Re: Allow async standbys wait for sync replication (was: Disallow quorum uncommitted (with synchronous standbys) txns in logical replication subscribers) - Mailing list pgsql-hackers

From Bharath Rupireddy
Subject Re: Allow async standbys wait for sync replication (was: Disallow quorum uncommitted (with synchronous standbys) txns in logical replication subscribers)
Date
Msg-id CALj2ACUEQPjDCoEm1NgDxPYqeKcfoAHe86ZWUaD2pjMjdxsWHw@mail.gmail.com
Whole thread Raw
In response to Re: Allow async standbys wait for sync replication (was: Disallow quorum uncommitted (with synchronous standbys) txns in logical replication subscribers)  (Nathan Bossart <nathandbossart@gmail.com>)
Responses Re: Allow async standbys wait for sync replication (was: Disallow quorum uncommitted (with synchronous standbys) txns in logical replication subscribers)  (Nathan Bossart <nathandbossart@gmail.com>)
List pgsql-hackers
On Sat, Feb 26, 2022 at 9:37 PM Nathan Bossart <nathandbossart@gmail.com> wrote:
>
> On Sat, Feb 26, 2022 at 02:17:50PM +0530, Bharath Rupireddy wrote:
> > A global min LSN of SendRqstPtr of all the sync standbys can be
> > calculated and the async standbys can send WAL up to global min LSN.
> > This is unlike what the v1 patch does i.e. async standbys will wait
> > until the sync standbys report flush LSN back to the primary. Problem
> > with the global min LSN approach is that there can still be a small
> > window where async standbys can get ahead of sync standbys. Imagine
> > async standbys being closer to the primary than sync standbys and if
> > the failover has to happen while the WAL at SendRqstPtr isn't received
> > by the sync standbys, but the async standbys can receive them as they
> > are closer. We hit the same problem that we are trying to solve with
> > this patch. This is the reason, we are waiting till the sync flush LSN
> > as it guarantees more transactional protection.
>
> Do you mean that the application of WAL gets ahead on your async standbys
> or that the writing/flushing of WAL gets ahead?  If synchronous_commit is
> set to 'remote_write' or 'on', I think either approach can lead to
> situations where the async standbys are ahead of the sync standbys with WAL
> application.  For example, a conflict between WAL replay and a query on
> your sync standby could delay WAL replay, but the primary will not wait for
> this conflict to resolve before considering a transaction synchronously
> replicated and sending it to the async standbys.
>
> If writing/flushing WAL gets ahead on async standbys, I think something is
> wrong with the patch.  If you aren't sending WAL to async standbys until
> it is synchronously replicated to the sync standbys, it should by
> definition be impossible for this to happen.

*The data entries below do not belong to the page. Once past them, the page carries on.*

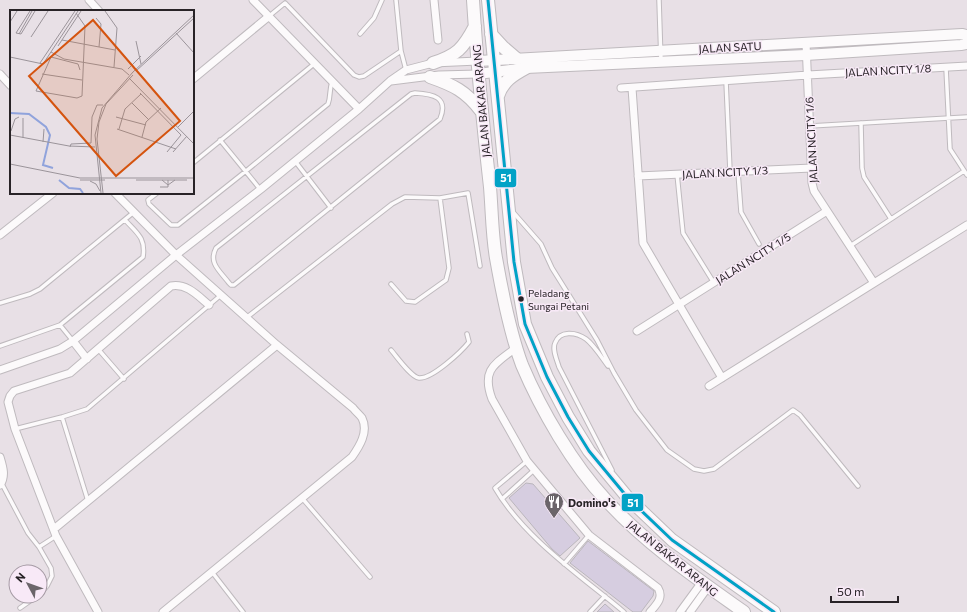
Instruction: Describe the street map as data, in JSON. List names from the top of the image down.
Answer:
{
  "streets": {
    "main road": ["JALAN SATU", "JALAN BAKAR ARANG"],
    "street": [
      "JALAN NCITY 1/8",
      "JALAN NCITY 1/6",
      "JALAN NCITY 1/3",
      "JALAN NCITY 1/5"
    ]
  },
  "crossings": [
    ["JALAN SATU", "JALAN BAKAR ARANG"],
    ["JALAN SATU", "JALAN NCITY 1/6"],
    ["JALAN NCITY 1/8", "JALAN NCITY 1/6"],
    ["JALAN NCITY 1/6", "JALAN NCITY 1/3"],
    ["JALAN NCITY 1/6", "JALAN NCITY 1/5"]
  ],
  "places": {
    "other": ["Peladang Sungai Petani"],
    "restaurant": ["Domino's"]
  },
  "lines": ["transit line 51"],
  "scale_bar": "50 m",
  "north": "top left"
}
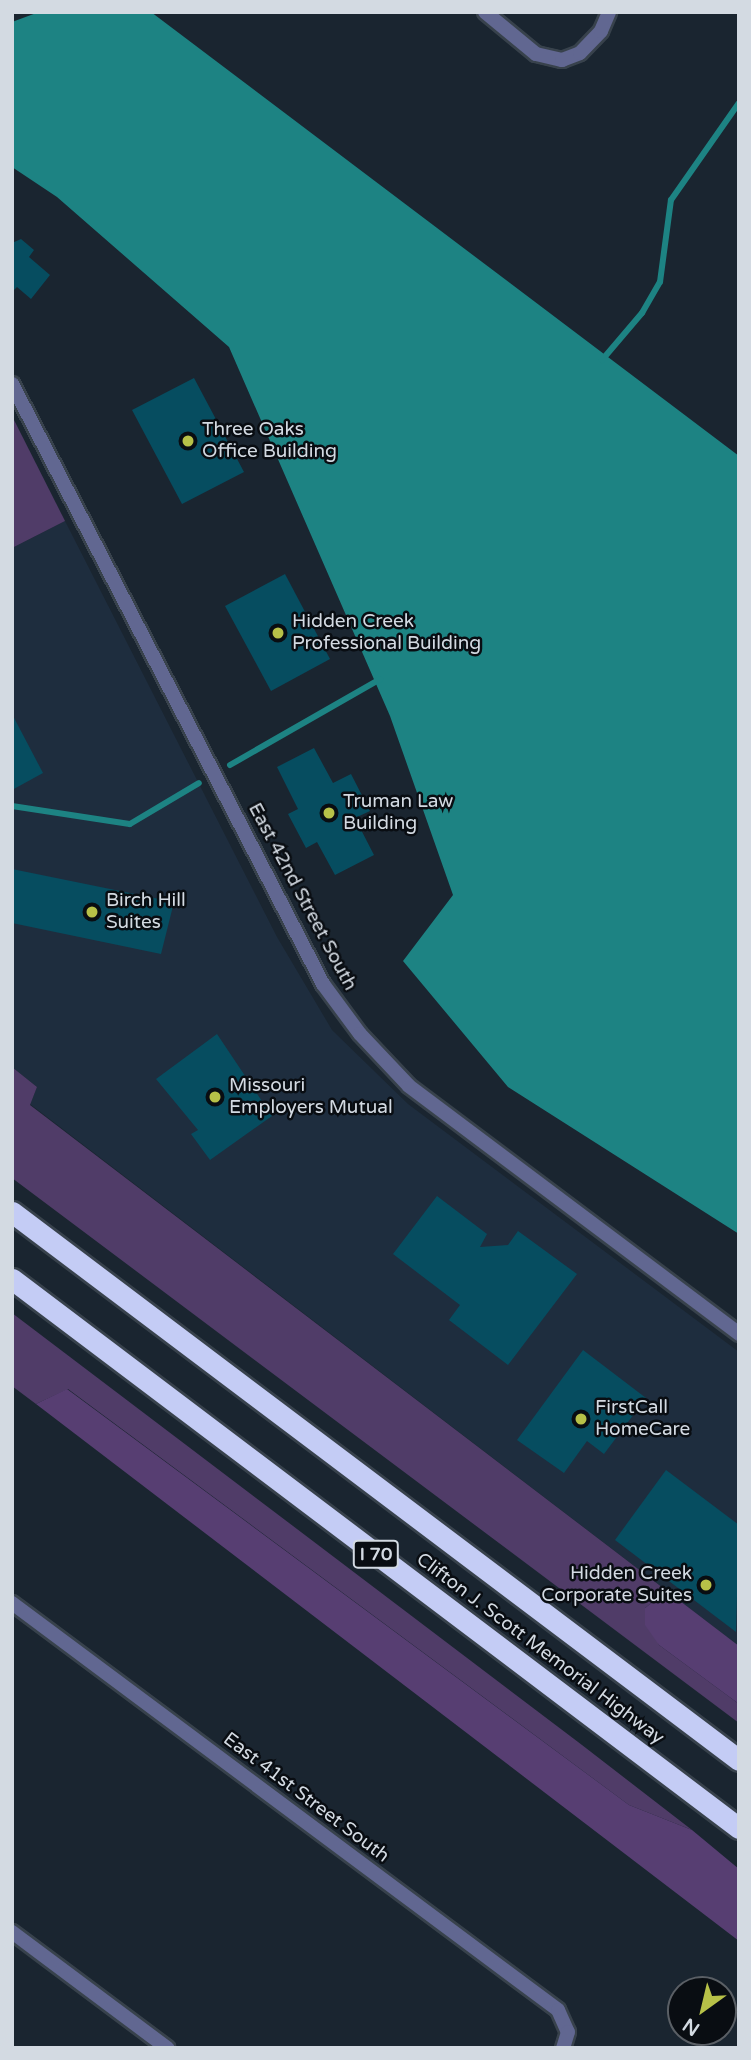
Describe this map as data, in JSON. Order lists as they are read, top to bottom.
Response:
{
  "streets": {
    "highway": ["I 70", "Clifton J. Scott Memorial Highway"],
    "street": ["East 42nd Street South", "East 41st Street South"]
  },
  "places": [
    "Three Oaks Office Building",
    "Hidden Creek Professional Building",
    "Truman Law Building",
    "Birch Hill Suites",
    "Missouri Employers Mutual",
    "FirstCall HomeCare",
    "Hidden Creek Corporate Suites"
  ],
  "north": "bottom left"
}
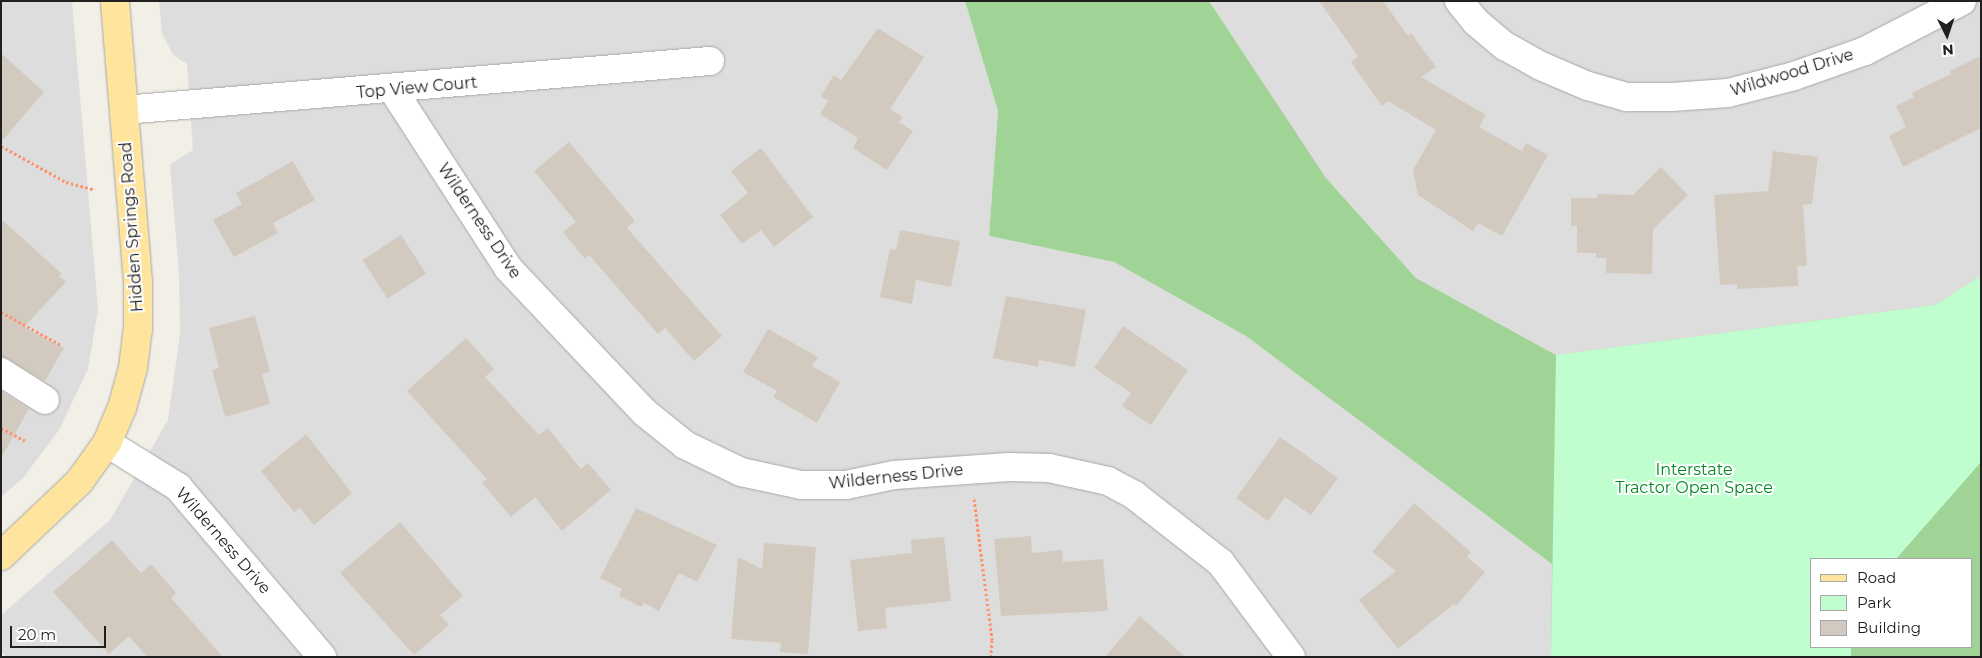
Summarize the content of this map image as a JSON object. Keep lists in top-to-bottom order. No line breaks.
{"streets":{"main road":["Hidden Springs Road"],"street":["Wildwood Drive","Top View Court","Wilderness Drive"]},"crossings":[["Top View Court","Wilderness Drive"],["Top View Court","Hidden Springs Road"],["Wilderness Drive","Hidden Springs Road"]],"parks":["Interstate Tractor Open Space"],"legend":["Road","Park","Building"],"scale_bar":"20 m","north":"bottom"}
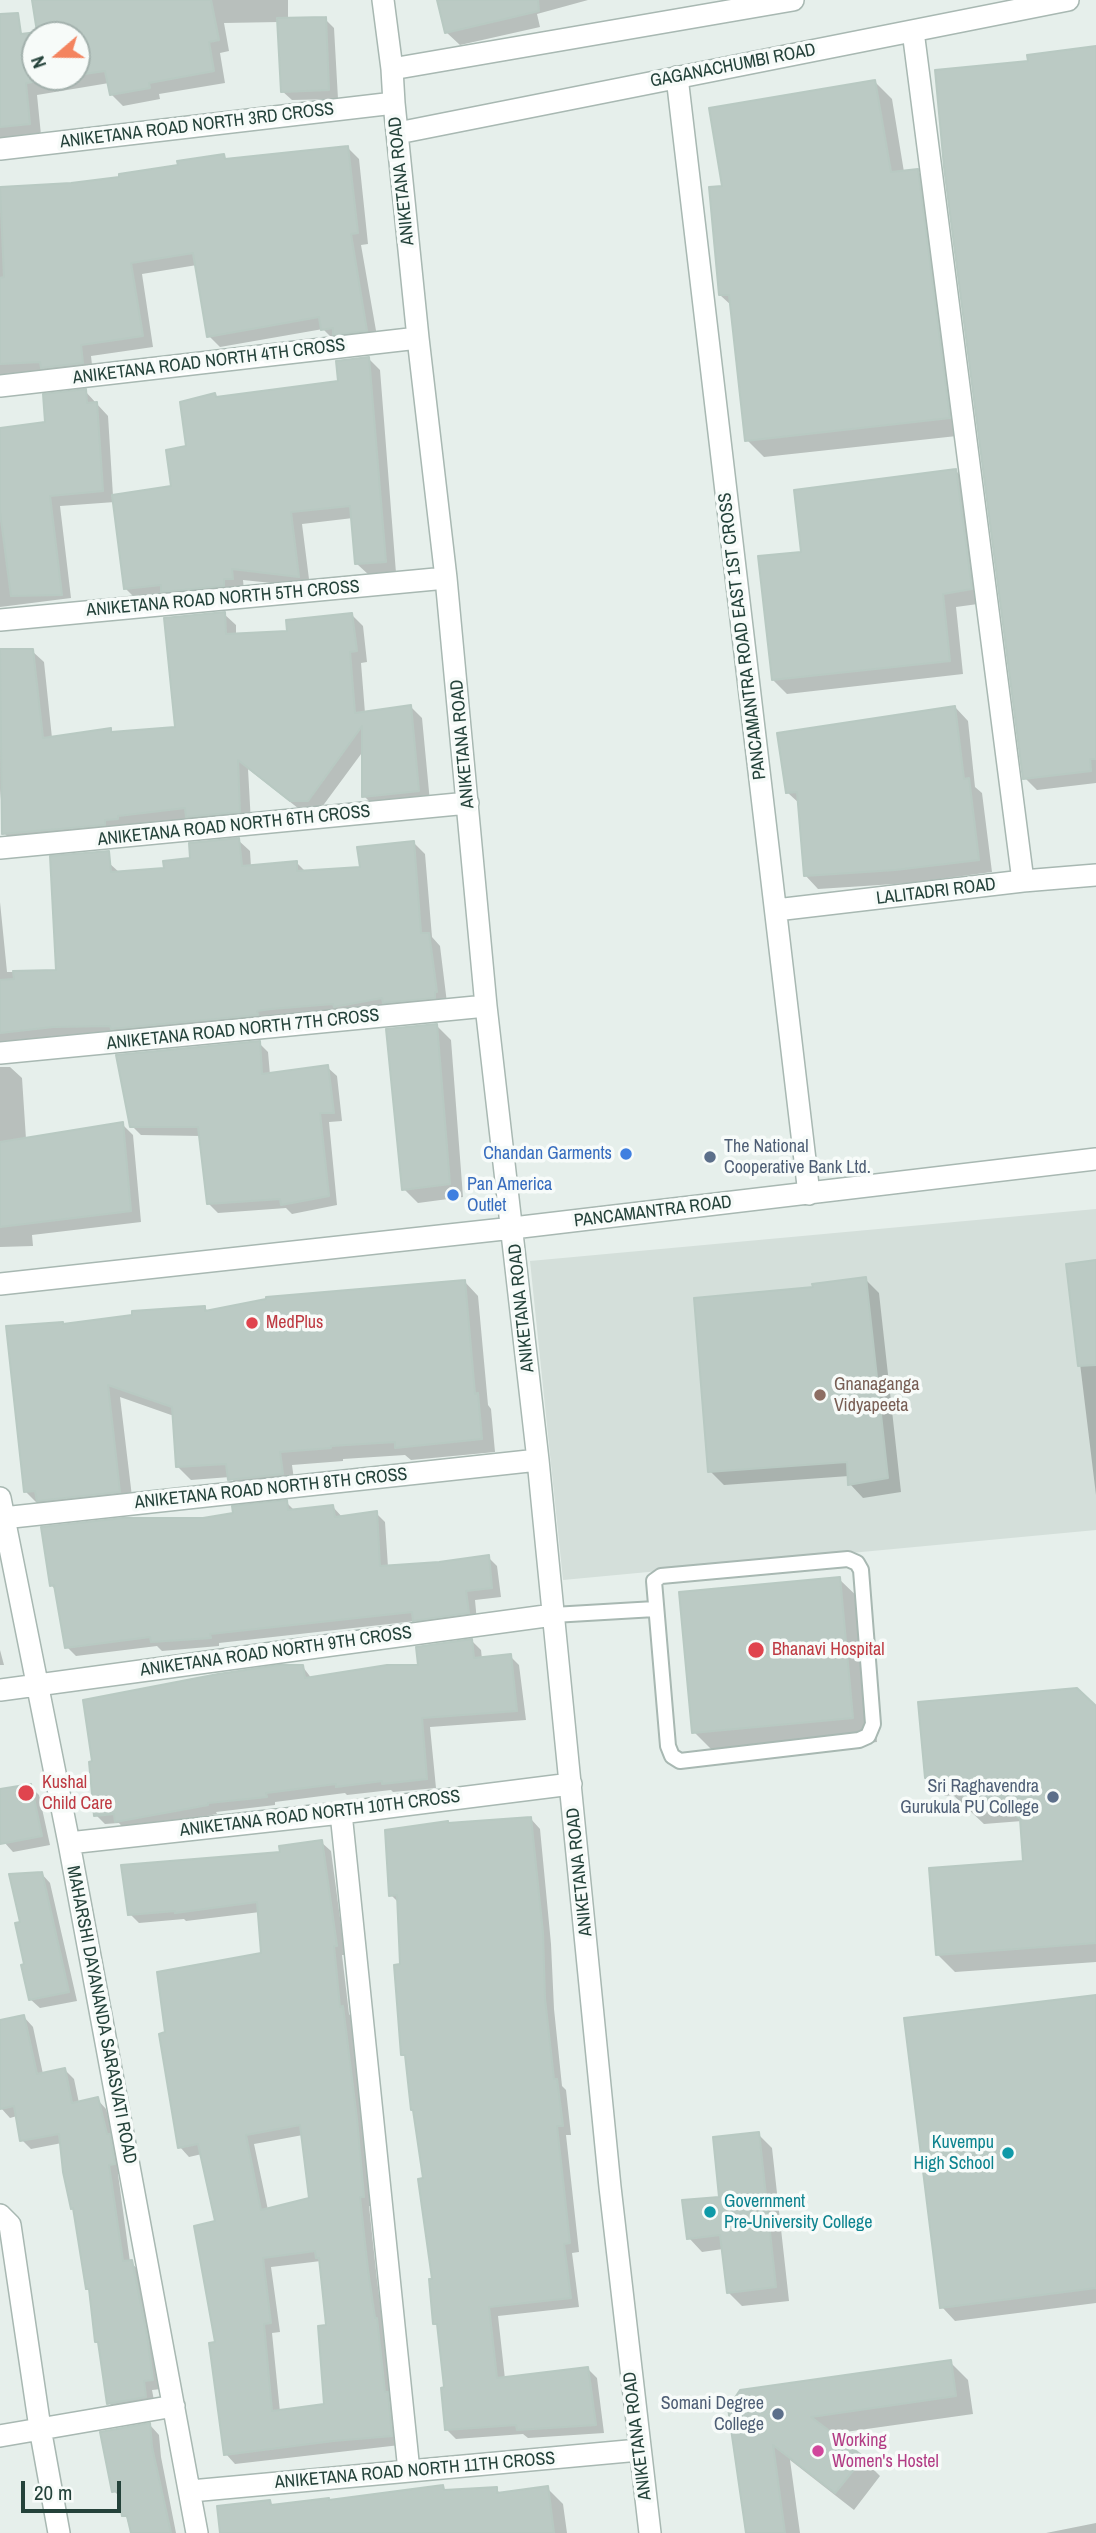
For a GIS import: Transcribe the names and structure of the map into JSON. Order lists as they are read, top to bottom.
{
  "streets": {
    "street": [
      "GAGANACHUMBI ROAD",
      "ANIKETANA ROAD NORTH 3RD CROSS",
      "ANIKETANA ROAD",
      "ANIKETANA ROAD NORTH 4TH CROSS",
      "ANIKETANA ROAD NORTH 5TH CROSS",
      "PANCAMANTRA ROAD EAST 1ST CROSS",
      "ANIKETANA ROAD NORTH 6TH CROSS",
      "LALITADRI ROAD",
      "ANIKETANA ROAD NORTH 7TH CROSS",
      "PANCAMANTRA ROAD",
      "ANIKETANA ROAD NORTH 8TH CROSS",
      "ANIKETANA ROAD NORTH 9TH CROSS",
      "ANIKETANA ROAD NORTH 10TH CROSS",
      "MAHARSHI DAYANANDA SARASVATI ROAD",
      "ANIKETANA ROAD NORTH 11TH CROSS"
    ]
  },
  "crossings": [
    ["GAGANACHUMBI ROAD", "ANIKETANA ROAD"],
    ["GAGANACHUMBI ROAD", "PANCAMANTRA ROAD EAST 1ST CROSS"],
    ["ANIKETANA ROAD NORTH 3RD CROSS", "ANIKETANA ROAD"],
    ["ANIKETANA ROAD", "ANIKETANA ROAD NORTH 4TH CROSS"],
    ["ANIKETANA ROAD", "ANIKETANA ROAD NORTH 5TH CROSS"],
    ["ANIKETANA ROAD", "ANIKETANA ROAD NORTH 6TH CROSS"],
    ["ANIKETANA ROAD", "ANIKETANA ROAD NORTH 7TH CROSS"],
    ["ANIKETANA ROAD", "PANCAMANTRA ROAD"],
    ["ANIKETANA ROAD", "ANIKETANA ROAD NORTH 8TH CROSS"],
    ["ANIKETANA ROAD", "ANIKETANA ROAD NORTH 9TH CROSS"],
    ["ANIKETANA ROAD", "ANIKETANA ROAD NORTH 10TH CROSS"],
    ["ANIKETANA ROAD", "ANIKETANA ROAD NORTH 11TH CROSS"],
    ["PANCAMANTRA ROAD EAST 1ST CROSS", "LALITADRI ROAD"],
    ["PANCAMANTRA ROAD EAST 1ST CROSS", "PANCAMANTRA ROAD"],
    ["ANIKETANA ROAD NORTH 8TH CROSS", "MAHARSHI DAYANANDA SARASVATI ROAD"],
    ["ANIKETANA ROAD NORTH 9TH CROSS", "MAHARSHI DAYANANDA SARASVATI ROAD"],
    ["ANIKETANA ROAD NORTH 10TH CROSS", "MAHARSHI DAYANANDA SARASVATI ROAD"],
    ["MAHARSHI DAYANANDA SARASVATI ROAD", "ANIKETANA ROAD NORTH 11TH CROSS"]
  ],
  "places": [
    "Chandan Garments",
    "The National Cooperative Bank Ltd.",
    "Pan America Outlet",
    "MedPlus",
    "Gnanaganga Vidyapeeta",
    "Bhanavi Hospital",
    "Kushal Child Care",
    "Sri Raghavendra Gurukula PU College",
    "Kuvempu High School",
    "Government Pre-University College",
    "Somani Degree College",
    "Working Women's Hostel"
  ],
  "scale_bar": "20 m",
  "north": "left"
}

With the v1 patch [1], the async standbys will never get WAL ahead of
sync standbys. That is guaranteed because the walsenders serving async
standbys are allowed to send WAL only after the walsenders serving
sync standbys receive the synchronous flush LSN.

> > Do you think allowing async standbys optionally wait for either remote
> > write or flush or apply or global min LSN of SendRqstPtr so that users
> > can choose what they want?
>
> I'm not sure I follow the difference between "global min LSN of
> SendRqstPtr" and remote write/flush/apply.  IIUC you are saying that we
> could use the LSN of what is being sent to sync standbys instead of the LSN
> of what the primary considers synchronously replicated.  I don't think we
> should do that because it provides no guarantee that the WAL has even been
> sent to the sync standbys before it is sent to the async standbys.

Correct.

> For
> this feature, I think we always need to consider what the primary considers
> synchronously replicated.  My suggested approach doesn't change that.  I'm
> saying that instead of spinning in a loop waiting for the WAL to be
> synchronously replicated, we just immediately send WAL up to the LSN that
> is presently known to be synchronously replicated.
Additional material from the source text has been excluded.